Every line in the entries where "Math" is found should be copied.

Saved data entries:

════════════════

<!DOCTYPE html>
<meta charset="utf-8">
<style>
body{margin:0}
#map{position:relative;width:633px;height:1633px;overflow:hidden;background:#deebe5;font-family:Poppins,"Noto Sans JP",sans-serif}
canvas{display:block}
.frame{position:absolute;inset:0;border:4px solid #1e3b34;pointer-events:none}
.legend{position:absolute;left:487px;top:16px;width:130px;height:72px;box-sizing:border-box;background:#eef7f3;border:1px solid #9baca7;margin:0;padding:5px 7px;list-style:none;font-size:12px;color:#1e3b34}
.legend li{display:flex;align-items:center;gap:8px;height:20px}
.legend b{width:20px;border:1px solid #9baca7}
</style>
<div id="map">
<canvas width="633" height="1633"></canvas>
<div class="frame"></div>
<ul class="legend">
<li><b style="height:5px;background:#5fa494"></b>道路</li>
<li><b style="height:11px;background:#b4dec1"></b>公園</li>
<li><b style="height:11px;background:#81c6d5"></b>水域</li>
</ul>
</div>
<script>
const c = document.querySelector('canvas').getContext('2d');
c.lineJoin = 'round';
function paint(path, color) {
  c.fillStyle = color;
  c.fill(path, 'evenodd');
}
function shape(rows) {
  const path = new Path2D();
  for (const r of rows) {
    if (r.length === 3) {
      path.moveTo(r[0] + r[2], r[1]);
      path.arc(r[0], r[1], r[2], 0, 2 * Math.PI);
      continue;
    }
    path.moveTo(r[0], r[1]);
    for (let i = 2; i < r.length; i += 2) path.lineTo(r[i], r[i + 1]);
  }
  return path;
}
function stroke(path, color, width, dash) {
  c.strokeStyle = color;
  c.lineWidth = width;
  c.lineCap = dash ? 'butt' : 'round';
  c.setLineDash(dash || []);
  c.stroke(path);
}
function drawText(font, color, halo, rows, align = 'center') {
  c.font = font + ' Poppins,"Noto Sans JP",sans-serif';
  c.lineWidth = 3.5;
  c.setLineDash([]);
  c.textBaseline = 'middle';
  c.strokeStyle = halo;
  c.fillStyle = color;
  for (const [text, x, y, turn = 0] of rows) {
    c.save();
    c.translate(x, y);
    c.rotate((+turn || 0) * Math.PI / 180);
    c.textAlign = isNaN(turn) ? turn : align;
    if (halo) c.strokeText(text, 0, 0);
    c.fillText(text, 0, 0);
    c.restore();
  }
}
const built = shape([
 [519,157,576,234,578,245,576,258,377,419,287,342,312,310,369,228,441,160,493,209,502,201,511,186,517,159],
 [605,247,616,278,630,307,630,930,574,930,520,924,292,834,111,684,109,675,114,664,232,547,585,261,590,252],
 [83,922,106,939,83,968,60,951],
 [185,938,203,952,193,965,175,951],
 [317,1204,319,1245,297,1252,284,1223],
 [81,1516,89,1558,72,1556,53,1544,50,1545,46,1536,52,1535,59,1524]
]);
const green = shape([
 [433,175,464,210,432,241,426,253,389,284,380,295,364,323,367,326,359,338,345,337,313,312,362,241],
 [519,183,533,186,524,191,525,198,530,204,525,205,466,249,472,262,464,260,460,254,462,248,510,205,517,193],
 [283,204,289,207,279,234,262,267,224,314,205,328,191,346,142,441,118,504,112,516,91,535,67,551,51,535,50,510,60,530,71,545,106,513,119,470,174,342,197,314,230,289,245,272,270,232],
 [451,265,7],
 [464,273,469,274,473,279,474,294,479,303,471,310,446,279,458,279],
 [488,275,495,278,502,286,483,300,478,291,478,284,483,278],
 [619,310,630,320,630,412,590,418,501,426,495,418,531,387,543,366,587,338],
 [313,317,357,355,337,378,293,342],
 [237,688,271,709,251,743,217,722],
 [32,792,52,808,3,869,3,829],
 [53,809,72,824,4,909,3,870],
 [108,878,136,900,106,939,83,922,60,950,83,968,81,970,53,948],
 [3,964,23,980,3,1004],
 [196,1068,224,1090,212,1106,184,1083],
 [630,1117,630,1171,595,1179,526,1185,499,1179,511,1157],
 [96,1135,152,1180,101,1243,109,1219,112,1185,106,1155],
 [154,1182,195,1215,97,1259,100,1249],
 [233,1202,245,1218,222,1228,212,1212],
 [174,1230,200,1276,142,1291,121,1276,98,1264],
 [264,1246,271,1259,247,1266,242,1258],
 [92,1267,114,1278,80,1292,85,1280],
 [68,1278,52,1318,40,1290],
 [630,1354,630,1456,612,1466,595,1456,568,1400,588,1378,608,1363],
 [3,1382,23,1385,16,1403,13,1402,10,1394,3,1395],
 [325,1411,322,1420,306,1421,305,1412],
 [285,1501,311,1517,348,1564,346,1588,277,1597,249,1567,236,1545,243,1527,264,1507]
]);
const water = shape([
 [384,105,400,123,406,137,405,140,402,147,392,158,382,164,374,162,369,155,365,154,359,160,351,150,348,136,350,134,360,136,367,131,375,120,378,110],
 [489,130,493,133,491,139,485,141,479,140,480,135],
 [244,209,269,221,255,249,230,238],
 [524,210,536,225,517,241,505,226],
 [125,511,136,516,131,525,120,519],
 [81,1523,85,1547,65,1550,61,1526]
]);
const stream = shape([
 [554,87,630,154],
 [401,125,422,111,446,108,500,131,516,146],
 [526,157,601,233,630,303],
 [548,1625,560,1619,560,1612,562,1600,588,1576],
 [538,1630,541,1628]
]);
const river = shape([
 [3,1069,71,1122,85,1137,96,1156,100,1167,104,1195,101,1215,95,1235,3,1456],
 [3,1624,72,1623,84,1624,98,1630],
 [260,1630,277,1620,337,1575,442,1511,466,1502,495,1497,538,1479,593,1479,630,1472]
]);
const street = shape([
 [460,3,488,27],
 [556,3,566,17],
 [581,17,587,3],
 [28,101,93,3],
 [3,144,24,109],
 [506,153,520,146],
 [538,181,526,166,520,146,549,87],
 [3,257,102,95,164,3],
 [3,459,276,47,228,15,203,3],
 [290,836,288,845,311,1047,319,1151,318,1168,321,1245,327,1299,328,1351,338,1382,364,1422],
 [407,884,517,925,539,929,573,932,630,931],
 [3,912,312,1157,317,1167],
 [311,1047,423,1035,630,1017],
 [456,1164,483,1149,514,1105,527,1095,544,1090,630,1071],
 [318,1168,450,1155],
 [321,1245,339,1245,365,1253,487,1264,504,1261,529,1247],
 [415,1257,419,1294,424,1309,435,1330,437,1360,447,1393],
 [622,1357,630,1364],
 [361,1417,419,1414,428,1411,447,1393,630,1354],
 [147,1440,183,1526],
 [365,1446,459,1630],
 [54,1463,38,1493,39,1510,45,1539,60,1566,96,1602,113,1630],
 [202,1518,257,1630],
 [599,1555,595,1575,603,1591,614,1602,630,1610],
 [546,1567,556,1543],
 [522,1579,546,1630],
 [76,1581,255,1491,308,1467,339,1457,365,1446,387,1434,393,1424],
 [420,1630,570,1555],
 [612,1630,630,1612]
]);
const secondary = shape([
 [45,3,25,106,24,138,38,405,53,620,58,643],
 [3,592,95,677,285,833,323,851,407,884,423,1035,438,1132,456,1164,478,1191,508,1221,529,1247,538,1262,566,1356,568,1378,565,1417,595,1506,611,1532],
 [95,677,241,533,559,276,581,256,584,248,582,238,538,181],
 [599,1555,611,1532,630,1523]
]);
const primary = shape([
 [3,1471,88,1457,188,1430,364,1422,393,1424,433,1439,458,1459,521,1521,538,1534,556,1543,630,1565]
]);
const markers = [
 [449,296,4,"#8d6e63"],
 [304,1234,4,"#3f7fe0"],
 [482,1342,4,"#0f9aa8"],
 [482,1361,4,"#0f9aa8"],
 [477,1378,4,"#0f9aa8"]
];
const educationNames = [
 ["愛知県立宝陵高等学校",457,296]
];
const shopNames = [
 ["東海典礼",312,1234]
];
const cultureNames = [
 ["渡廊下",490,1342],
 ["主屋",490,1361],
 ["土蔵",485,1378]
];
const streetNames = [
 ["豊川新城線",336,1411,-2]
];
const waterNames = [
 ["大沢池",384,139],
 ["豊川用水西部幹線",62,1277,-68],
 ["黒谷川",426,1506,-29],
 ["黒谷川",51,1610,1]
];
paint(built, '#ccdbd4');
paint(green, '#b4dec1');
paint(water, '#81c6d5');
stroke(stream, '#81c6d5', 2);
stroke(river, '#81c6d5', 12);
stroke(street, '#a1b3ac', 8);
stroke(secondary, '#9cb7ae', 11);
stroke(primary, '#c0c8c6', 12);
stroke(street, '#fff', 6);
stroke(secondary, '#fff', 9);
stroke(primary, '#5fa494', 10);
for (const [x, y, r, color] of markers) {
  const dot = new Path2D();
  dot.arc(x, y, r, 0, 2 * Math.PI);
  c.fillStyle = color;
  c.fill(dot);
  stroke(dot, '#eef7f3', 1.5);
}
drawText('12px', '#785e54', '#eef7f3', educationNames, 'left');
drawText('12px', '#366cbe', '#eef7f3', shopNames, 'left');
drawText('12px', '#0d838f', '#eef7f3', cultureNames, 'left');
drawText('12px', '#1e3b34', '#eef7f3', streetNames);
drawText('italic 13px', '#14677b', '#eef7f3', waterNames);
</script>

════════════════

• Exercise result:
      path.arc(r[0], r[1], r[2], 0, 2 * Math.PI);
    c.rotate((+turn || 0) * Math.PI / 180);
  dot.arc(x, y, r, 0, 2 * Math.PI);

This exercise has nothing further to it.